### What you will do
Repeat exactly what appears from the opening line of the listing to the line with "Localize the street", inclusive.

· · · · · · ·

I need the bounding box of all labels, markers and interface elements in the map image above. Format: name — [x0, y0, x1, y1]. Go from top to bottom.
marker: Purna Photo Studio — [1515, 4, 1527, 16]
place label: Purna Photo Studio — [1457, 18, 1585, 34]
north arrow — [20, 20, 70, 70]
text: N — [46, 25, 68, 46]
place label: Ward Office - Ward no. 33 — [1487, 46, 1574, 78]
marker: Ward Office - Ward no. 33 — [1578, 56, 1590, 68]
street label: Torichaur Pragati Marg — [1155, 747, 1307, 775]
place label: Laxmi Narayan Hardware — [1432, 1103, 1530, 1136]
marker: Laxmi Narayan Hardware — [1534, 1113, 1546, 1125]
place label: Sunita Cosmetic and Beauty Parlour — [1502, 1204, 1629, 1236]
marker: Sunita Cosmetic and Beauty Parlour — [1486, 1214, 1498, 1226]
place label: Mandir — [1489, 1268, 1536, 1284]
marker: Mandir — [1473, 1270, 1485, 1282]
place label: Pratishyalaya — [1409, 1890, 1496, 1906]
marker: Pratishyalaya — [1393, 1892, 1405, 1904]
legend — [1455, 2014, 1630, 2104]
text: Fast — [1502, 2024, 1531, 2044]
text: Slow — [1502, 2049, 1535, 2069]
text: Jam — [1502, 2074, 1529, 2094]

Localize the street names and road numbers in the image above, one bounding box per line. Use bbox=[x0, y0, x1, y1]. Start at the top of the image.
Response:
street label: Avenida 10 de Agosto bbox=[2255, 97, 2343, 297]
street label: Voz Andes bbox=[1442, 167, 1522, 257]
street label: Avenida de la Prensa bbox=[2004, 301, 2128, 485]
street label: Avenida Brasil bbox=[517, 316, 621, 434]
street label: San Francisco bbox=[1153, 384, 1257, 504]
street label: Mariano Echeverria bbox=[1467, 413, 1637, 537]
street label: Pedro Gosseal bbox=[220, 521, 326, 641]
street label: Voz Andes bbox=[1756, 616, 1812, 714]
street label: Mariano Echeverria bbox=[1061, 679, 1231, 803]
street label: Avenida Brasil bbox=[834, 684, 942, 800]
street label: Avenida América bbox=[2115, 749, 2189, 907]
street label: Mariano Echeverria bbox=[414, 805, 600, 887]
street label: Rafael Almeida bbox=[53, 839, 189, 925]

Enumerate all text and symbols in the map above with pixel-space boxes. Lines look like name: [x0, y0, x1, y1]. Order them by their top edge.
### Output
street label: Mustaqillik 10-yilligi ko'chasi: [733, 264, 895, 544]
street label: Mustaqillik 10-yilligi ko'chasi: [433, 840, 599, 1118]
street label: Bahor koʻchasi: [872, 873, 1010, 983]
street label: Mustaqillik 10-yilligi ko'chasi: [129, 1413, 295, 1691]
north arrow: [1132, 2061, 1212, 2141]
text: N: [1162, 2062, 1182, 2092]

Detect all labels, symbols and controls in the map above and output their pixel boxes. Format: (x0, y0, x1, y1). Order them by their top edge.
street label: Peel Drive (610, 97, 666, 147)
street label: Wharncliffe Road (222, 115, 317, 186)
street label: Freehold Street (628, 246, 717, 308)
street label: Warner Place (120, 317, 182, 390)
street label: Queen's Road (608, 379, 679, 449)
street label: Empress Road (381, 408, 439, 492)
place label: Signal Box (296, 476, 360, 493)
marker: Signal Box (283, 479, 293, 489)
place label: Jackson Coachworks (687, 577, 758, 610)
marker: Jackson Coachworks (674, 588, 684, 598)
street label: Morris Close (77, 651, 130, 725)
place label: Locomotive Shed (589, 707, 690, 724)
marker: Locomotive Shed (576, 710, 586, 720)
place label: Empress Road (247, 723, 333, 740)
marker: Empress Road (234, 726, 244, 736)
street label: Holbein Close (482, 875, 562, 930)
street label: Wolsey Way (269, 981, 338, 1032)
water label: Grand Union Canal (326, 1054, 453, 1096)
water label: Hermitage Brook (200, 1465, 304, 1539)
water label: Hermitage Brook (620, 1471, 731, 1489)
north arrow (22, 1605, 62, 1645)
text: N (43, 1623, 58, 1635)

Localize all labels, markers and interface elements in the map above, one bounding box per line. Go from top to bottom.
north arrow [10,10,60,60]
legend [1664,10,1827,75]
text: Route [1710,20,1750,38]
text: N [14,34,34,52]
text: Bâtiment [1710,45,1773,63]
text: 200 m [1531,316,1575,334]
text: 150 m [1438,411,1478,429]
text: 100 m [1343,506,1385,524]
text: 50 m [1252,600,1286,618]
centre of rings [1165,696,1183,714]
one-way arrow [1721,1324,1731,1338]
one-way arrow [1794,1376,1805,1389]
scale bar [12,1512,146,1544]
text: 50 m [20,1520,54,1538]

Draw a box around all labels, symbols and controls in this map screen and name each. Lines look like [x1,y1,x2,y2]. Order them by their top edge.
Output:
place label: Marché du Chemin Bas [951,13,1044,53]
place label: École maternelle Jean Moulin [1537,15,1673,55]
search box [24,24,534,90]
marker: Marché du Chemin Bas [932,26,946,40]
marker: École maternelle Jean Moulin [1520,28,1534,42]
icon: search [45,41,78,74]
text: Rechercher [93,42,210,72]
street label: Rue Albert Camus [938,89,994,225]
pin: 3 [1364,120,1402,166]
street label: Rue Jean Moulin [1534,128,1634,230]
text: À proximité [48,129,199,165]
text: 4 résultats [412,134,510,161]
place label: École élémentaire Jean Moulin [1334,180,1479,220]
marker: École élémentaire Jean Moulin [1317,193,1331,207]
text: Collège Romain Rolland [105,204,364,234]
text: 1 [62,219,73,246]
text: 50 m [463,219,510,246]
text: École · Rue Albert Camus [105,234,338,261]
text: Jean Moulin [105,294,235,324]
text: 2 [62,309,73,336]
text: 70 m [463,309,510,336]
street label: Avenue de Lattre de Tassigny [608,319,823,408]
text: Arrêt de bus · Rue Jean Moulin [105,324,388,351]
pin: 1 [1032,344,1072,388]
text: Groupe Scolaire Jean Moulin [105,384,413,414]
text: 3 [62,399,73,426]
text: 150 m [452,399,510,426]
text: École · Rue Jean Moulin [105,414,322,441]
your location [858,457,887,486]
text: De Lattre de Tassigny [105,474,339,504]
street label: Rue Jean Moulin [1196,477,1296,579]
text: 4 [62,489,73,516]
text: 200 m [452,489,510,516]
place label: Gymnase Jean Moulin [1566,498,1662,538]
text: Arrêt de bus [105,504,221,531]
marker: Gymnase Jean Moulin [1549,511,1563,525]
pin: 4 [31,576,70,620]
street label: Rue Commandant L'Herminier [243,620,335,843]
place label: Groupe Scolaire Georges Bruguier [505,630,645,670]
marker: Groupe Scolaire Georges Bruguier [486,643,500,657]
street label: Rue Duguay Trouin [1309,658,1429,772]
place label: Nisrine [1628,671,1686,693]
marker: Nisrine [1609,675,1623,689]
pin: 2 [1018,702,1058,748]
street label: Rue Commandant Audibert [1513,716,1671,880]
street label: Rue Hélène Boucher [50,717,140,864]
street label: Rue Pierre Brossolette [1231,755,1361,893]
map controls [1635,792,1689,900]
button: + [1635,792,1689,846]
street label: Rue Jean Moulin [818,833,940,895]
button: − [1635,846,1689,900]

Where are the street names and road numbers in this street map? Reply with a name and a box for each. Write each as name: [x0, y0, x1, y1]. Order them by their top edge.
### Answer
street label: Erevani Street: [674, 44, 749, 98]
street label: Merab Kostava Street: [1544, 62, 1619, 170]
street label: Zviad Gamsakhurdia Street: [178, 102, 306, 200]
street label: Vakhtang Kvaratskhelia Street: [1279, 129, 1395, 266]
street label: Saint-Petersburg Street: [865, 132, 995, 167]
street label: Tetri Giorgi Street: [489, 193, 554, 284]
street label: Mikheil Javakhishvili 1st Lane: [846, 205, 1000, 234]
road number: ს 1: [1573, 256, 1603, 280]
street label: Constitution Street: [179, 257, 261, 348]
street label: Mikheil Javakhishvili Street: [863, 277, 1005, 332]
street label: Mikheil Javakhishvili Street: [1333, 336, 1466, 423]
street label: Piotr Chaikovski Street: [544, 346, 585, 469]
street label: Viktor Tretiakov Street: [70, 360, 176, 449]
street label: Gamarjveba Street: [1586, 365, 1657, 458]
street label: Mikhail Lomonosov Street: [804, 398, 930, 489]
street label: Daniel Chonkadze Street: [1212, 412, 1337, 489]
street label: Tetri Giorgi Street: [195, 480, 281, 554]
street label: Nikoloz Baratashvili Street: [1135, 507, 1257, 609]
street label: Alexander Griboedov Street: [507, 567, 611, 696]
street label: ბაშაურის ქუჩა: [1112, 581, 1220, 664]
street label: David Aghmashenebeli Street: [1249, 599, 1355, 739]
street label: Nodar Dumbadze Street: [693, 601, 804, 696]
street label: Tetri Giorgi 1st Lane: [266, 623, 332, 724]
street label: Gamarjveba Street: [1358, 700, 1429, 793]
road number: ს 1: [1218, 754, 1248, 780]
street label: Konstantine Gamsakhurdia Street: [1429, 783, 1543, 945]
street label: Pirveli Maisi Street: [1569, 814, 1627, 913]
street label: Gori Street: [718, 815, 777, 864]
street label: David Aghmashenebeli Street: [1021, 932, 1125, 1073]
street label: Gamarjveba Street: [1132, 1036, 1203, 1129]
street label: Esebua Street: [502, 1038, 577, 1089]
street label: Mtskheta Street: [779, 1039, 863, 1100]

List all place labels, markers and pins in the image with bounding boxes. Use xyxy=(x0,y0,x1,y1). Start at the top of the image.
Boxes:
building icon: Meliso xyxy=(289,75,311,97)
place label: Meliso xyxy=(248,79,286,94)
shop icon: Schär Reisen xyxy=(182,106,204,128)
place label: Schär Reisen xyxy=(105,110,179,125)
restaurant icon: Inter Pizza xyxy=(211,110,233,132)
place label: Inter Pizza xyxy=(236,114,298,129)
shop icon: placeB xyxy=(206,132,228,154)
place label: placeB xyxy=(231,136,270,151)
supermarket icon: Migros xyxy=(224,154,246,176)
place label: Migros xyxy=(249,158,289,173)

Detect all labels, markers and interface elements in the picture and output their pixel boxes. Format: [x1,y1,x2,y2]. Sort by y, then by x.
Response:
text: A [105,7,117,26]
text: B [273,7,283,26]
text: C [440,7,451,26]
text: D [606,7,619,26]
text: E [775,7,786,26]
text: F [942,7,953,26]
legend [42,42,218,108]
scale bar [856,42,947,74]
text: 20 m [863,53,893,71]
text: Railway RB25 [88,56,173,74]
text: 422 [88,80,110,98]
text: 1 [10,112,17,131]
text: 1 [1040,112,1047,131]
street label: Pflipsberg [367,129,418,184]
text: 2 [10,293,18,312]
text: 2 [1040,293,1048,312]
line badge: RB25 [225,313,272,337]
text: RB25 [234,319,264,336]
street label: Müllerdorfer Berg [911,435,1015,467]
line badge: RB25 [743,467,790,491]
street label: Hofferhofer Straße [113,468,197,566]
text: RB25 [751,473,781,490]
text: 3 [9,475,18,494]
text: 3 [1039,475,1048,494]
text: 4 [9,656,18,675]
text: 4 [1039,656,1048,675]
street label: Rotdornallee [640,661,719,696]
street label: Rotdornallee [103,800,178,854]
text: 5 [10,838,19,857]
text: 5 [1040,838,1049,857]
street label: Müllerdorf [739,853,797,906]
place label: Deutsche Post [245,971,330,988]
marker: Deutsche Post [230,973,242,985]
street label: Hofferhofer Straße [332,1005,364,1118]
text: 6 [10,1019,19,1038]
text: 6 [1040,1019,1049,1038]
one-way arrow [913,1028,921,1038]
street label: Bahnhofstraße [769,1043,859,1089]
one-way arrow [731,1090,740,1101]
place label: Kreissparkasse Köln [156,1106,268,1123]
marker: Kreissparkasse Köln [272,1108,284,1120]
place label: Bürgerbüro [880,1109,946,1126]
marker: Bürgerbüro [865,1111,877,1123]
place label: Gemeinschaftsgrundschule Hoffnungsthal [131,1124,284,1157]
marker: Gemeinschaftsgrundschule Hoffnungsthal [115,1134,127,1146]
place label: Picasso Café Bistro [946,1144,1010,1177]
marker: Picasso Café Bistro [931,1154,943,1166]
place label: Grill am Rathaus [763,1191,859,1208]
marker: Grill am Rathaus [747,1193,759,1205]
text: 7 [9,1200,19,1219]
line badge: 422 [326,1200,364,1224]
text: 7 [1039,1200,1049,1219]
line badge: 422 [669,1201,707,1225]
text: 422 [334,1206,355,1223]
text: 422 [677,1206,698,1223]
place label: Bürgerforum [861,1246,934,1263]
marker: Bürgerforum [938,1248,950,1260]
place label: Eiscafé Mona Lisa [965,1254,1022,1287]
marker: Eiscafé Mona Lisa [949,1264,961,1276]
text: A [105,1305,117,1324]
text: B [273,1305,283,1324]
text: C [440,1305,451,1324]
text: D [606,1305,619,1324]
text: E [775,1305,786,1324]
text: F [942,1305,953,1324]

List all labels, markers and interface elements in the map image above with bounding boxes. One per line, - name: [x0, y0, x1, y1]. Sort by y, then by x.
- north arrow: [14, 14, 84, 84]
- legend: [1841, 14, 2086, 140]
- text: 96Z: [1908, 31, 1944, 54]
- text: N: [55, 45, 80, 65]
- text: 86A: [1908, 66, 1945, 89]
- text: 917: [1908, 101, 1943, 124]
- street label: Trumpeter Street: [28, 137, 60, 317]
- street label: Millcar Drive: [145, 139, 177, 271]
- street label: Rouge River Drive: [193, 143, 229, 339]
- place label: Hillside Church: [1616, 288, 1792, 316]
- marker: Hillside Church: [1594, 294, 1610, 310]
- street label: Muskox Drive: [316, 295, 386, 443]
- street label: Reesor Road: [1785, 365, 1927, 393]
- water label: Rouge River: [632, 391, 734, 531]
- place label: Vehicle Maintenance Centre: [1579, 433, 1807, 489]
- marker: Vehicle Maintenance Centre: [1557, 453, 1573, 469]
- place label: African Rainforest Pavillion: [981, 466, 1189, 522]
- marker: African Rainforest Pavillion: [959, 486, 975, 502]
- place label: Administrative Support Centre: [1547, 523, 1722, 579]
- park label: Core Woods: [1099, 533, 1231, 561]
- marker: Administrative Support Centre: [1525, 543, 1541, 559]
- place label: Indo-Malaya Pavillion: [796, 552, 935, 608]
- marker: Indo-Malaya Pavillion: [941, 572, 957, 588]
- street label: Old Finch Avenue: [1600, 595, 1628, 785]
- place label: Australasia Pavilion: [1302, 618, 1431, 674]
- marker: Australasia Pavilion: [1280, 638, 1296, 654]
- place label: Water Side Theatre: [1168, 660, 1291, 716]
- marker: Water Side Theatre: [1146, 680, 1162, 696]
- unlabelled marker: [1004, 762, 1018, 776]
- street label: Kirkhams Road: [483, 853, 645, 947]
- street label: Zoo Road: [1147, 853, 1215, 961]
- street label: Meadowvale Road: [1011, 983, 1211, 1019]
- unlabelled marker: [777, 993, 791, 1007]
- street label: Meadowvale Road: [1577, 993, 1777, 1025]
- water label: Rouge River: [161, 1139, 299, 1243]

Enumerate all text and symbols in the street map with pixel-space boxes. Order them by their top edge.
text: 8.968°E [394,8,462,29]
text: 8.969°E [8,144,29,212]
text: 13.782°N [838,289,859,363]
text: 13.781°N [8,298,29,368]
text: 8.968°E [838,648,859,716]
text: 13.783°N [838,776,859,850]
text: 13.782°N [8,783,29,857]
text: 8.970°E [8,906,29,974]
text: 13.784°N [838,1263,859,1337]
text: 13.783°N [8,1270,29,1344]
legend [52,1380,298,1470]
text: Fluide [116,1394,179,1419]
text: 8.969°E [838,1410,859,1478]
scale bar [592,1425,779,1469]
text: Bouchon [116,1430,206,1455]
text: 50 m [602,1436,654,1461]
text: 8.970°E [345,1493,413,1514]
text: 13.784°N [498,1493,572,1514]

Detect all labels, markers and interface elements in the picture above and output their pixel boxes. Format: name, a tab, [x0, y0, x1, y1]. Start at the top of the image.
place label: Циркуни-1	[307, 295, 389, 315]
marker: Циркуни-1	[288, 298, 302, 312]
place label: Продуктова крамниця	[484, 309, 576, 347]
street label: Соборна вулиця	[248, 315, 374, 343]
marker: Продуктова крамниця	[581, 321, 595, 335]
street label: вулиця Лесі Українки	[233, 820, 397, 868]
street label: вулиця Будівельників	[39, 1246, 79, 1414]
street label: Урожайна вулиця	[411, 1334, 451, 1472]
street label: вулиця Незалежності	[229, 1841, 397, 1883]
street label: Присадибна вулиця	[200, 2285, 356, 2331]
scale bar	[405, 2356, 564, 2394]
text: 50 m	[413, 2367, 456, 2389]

· · · · · · ·

### Task response
I need the bounding box of all labels, markers and interface elements in the map image above. Format: name — [x0, y0, x1, y1]. Go from top to bottom.
marker: Purna Photo Studio — [1515, 4, 1527, 16]
place label: Purna Photo Studio — [1457, 18, 1585, 34]
north arrow — [20, 20, 70, 70]
text: N — [46, 25, 68, 46]
place label: Ward Office - Ward no. 33 — [1487, 46, 1574, 78]
marker: Ward Office - Ward no. 33 — [1578, 56, 1590, 68]
street label: Torichaur Pragati Marg — [1155, 747, 1307, 775]
place label: Laxmi Narayan Hardware — [1432, 1103, 1530, 1136]
marker: Laxmi Narayan Hardware — [1534, 1113, 1546, 1125]
place label: Sunita Cosmetic and Beauty Parlour — [1502, 1204, 1629, 1236]
marker: Sunita Cosmetic and Beauty Parlour — [1486, 1214, 1498, 1226]
place label: Mandir — [1489, 1268, 1536, 1284]
marker: Mandir — [1473, 1270, 1485, 1282]
place label: Pratishyalaya — [1409, 1890, 1496, 1906]
marker: Pratishyalaya — [1393, 1892, 1405, 1904]
legend — [1455, 2014, 1630, 2104]
text: Fast — [1502, 2024, 1531, 2044]
text: Slow — [1502, 2049, 1535, 2069]
text: Jam — [1502, 2074, 1529, 2094]

Localize the street names and road numbers in the image above, one bounding box per line. Use bbox=[x0, y0, x1, y1]. Start at the top of the image.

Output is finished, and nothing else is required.